Immediately preceding a Change of Control, all unvested Warrants will be deemed
earned and vested as if all targets were achieved. The strike price of such
Warrants not previously vested shall be the 20-day average immediately preceding
the Change of Control. In addition a bonus will be paid as though the full year
target was earned. Change of Control shall mean that (i) Vincent Wasik shall
cease to hold his position as the Company's Chairman of the Board, or (ii) TH
Lee Putnam Ventures, and its related entities, shall sell more that twenty
percent (20%) of the securities of Velocity Express Corporation owned by it as
of the date of this Agreement, or (iii) Employee is required to use as his main
office a location outside of Fairfield County Connecticut or Manhattan, New
York.

        Article 6. Nondisclosure
        6.01. Except as permitted or directed by the Company or as may be
required in the proper discharge of Employee's employment hereunder, Employee
shall not, during the Term or at any time thereafter, as defined in section
6.03,divulge, furnish or make accessible to anyone or use in any way

                                        4

<PAGE>

any confidential, trade secret or proprietary information of the Company,
including without limitation, customer lists, customer files or information,
planning and financial information, contracts, sales and marketing information,
business strategy or opportunities for new or developing business, which
Employee has prepared, acquired or become acquainted with during his employment
by the Company. Upon termination of Employee's employment for any reason,
Employee shall promptly return to the Company all such confidential, trade
secret and proprietary information, including all copies thereof, then in
Employee's possession, control or influence, whether prepared by Employee or
others.
        6.02. The Employee understands and agrees that any violation of this
Article 6 while employed by the Company may result in immediate disciplinary
action by the Company, including termination of employment.
        6.03. The provisions of this Article 6 shall survive termination of this
Agreement and will continue during the period of any severance or termination
payments.

        Article 7. Miscellaneous
        7.01. Governing Law. This Agreement shall be governed and construed
according to the laws of the State of Connecticut without regard to conflicts of
law provisions. The parties further agree that all legal actions hereunder shall
only be brought in an appropriate Connecticut court and both parties hereby
consent to such exclusive jurisdiction.
        7.02. Successors. This Agreement is personal to Employee and Employee
may not assign or transfer any part of his rights or duties hereunder, or any
compensation due to him hereunder, to any other person or entity. This Agreement
may be assigned by the Company and the Company may require any successors or
assigns to expressly assume and agree to perform the Company's obligations under
this Agreement.
        7.03. Waiver. The waiver by the Company of the breach or nonperformance
of any provision of this Agreement by Employee will not operate or be construed
as a waiver of any future breach or nonperformance under any such provision of
this Agreement or any similar agreement with any other employee.
        7.04. Modification. This Agreement supersedes and replaces any and all
prior oral or written understandings or agreements, if any, between the parties
relating to the subject matter of this Agreement, which are hereby revoked.
Additionally, the severance provisions of Article 5 supersede and replace all
rights Employee may otherwise have under the Company's regular severance or
termination policies. The parties agree that this Agreement (a) is the entire
understanding and agreement between the parties and (b) is the complete and
exclusive statement of the terms and conditions thereof, and there are no other
written or oral agreements in regard to the subject matter of this Agreement.
This Agreement shall not be changed or modified except by a written document
signed by the parties hereto.

                                        5

<PAGE>

        IN WITNESS WHEREOF the following parties have executed the above
instrument the day and year first above written.

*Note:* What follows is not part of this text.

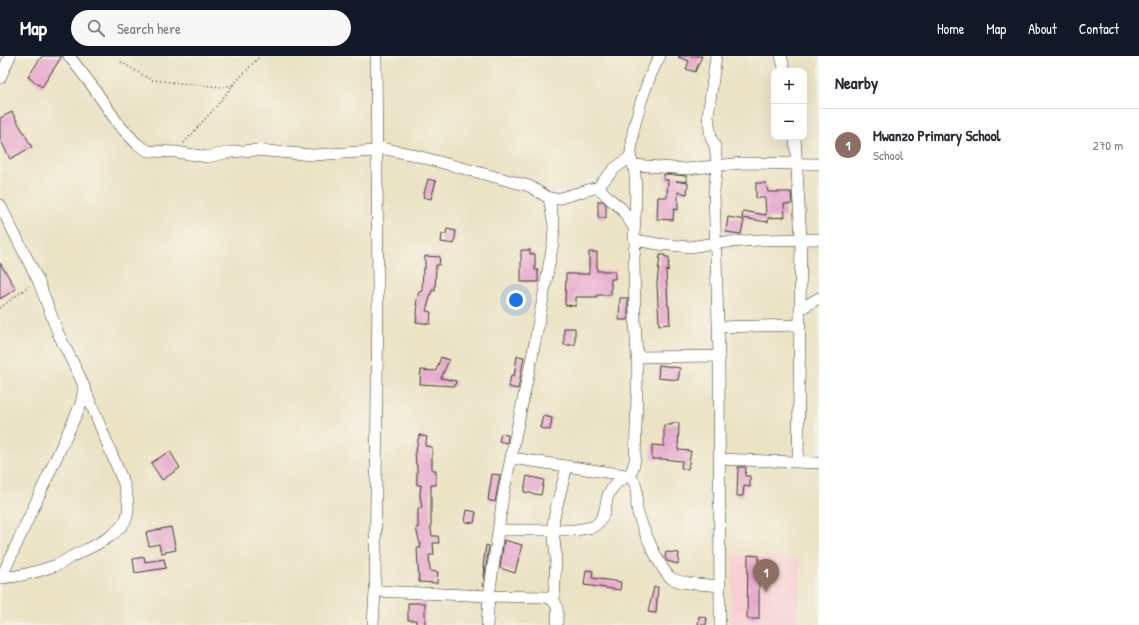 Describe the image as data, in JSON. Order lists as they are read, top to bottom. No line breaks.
{"page":{"header":"Map","search":"Search here","nav":["Home","Map","About","Contact"],"heading":"Nearby","map_buttons":["+","−"],"list":[{"mark":"1","name":"Mwanzo Primary School","note":"School","value":"270 m"}],"pins":"1"}} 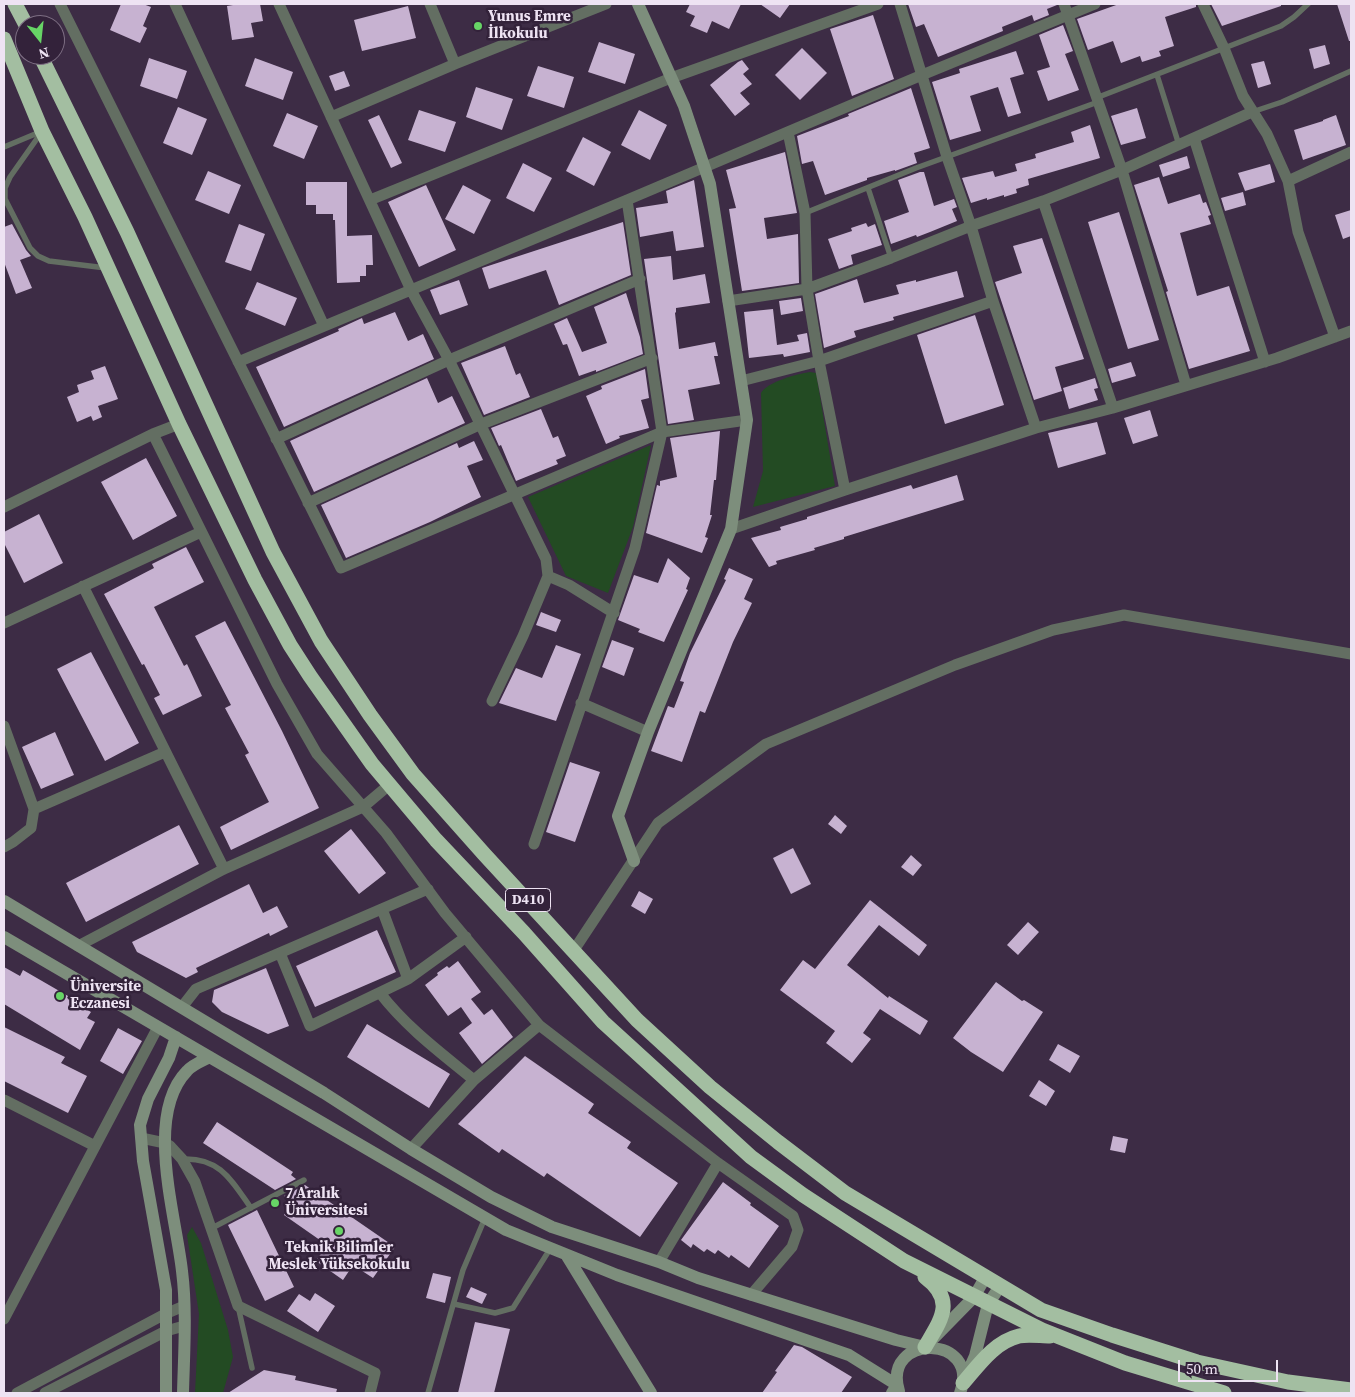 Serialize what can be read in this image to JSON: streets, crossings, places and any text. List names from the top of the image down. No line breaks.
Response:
{"streets":{"highway":["D410"]},"places":["Yunus Emre İlkokulu","Üniversite Eczanesi","7 Aralık Üniversitesi","Teknik Bilimler Meslek Yüksekokulu"],"scale_bar":"50 m","north":"bottom"}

                                             Velocity Express, Inc.

                                             By:
                                                  ------------------------------

                                             -----------------------------------
                                             Employee

                                        6

<PAGE>

                                    Exhibit A

        In the event Employee is offered and accepts the Severance Option under
Article 7.02 of this Agreement, he will sign a restrictive covenant that
includes the following terms.

Restrictive Covenants
        The Company and Employee recognize and agree that: (i) Employee has
received, and will in the future receive, substantial amounts of highly
confidential and proprietary information concerning the Company, its business,
customers and employees; (ii) as a consequence of using or associating himself
with the Company 's name, goodwill, and reputation, Employee will develop
personal and professional relationships with the Company 's current and
prospective customers and clients; and (iii) provision for non-competition and
non-recruitment obligations by Employee is critical to the Company 's continued
economic well-being and protection of the Company 's confidential and
proprietary business information. In light of these considerations, this section
sets forth the terms and conditions of Employee's obligations of non-competition
and non-recruitment during the Term of and subsequent to the termination of this
Agreement and/or Employee's employment for any reason.
        Unless the obligation is waived or limited by the Company as set forth
herein, Employee agrees that during the term of Employee's employment pursuant
to this Agreement and for a period of twelve (12) months following termination
of Employee's employment by the Company for which severance is paid, Employee
will not directly or indirectly (a) solicit or do competitive business with any
person or entity that is or was a customer or vendor of the Company within the
twelve (12) months prior to the date of termination, or (b) engage within the
North American markets in which the Company engages in business at the time of
termination, in any similar or related business activity in competition with the
Company 's direct line of business as conducted at the time of Employee's
termination. Among all other competitive actions that are likewise restricted,
Employee shall not cause or attempt to cause any existing or prospective
customer, client or account who then has a relationship with the Company for
current or prospective business to divert, terminate, limit or in any adverse
manner modify, or fail to enter into any actual or potential business with the
Company.
        At its sole option, the Company may, by express written notice to
Employee, waive or limit the time and/or geographic area in which Employee
cannot engage in competitive activity or the scope of such competitive activity.
        For a period of twelve (12) months following termination of Employee's
employment by the Company for which severance is paid, Employee will not
initiate or actively participate in any other employer's recruitment or hiring
of any of the Company 's employees.
        Employee agrees that breach by him of the provisions of this article
will cause the Company irreparable harm that is not fully remedied by monetary
damages. In the event of a breach or threatened breach by Employee of the
provisions of this article, the Company shall be entitled to an injunction
restraining Employee from directly or indirectly competing or recruiting as
prohibited herein, without posting a bond or other security. Nothing herein
shall be construed as prohibiting the Company from pursuing any other equitable
or legal remedies available to it for such breach or threatened breach,
including the recovery of damages from Employee. Employee agrees that the
Company shall be entitled to recover its costs of litigation and attorney fees
incurred in enforcing this Agreement. In the event there is a finding in favor
of the Employee, the Company agrees to reimburse

                                        7

<PAGE>

the Employee for all costs of litigation and attorney's fees incurred in the
course of defending or enforcing this Agreement.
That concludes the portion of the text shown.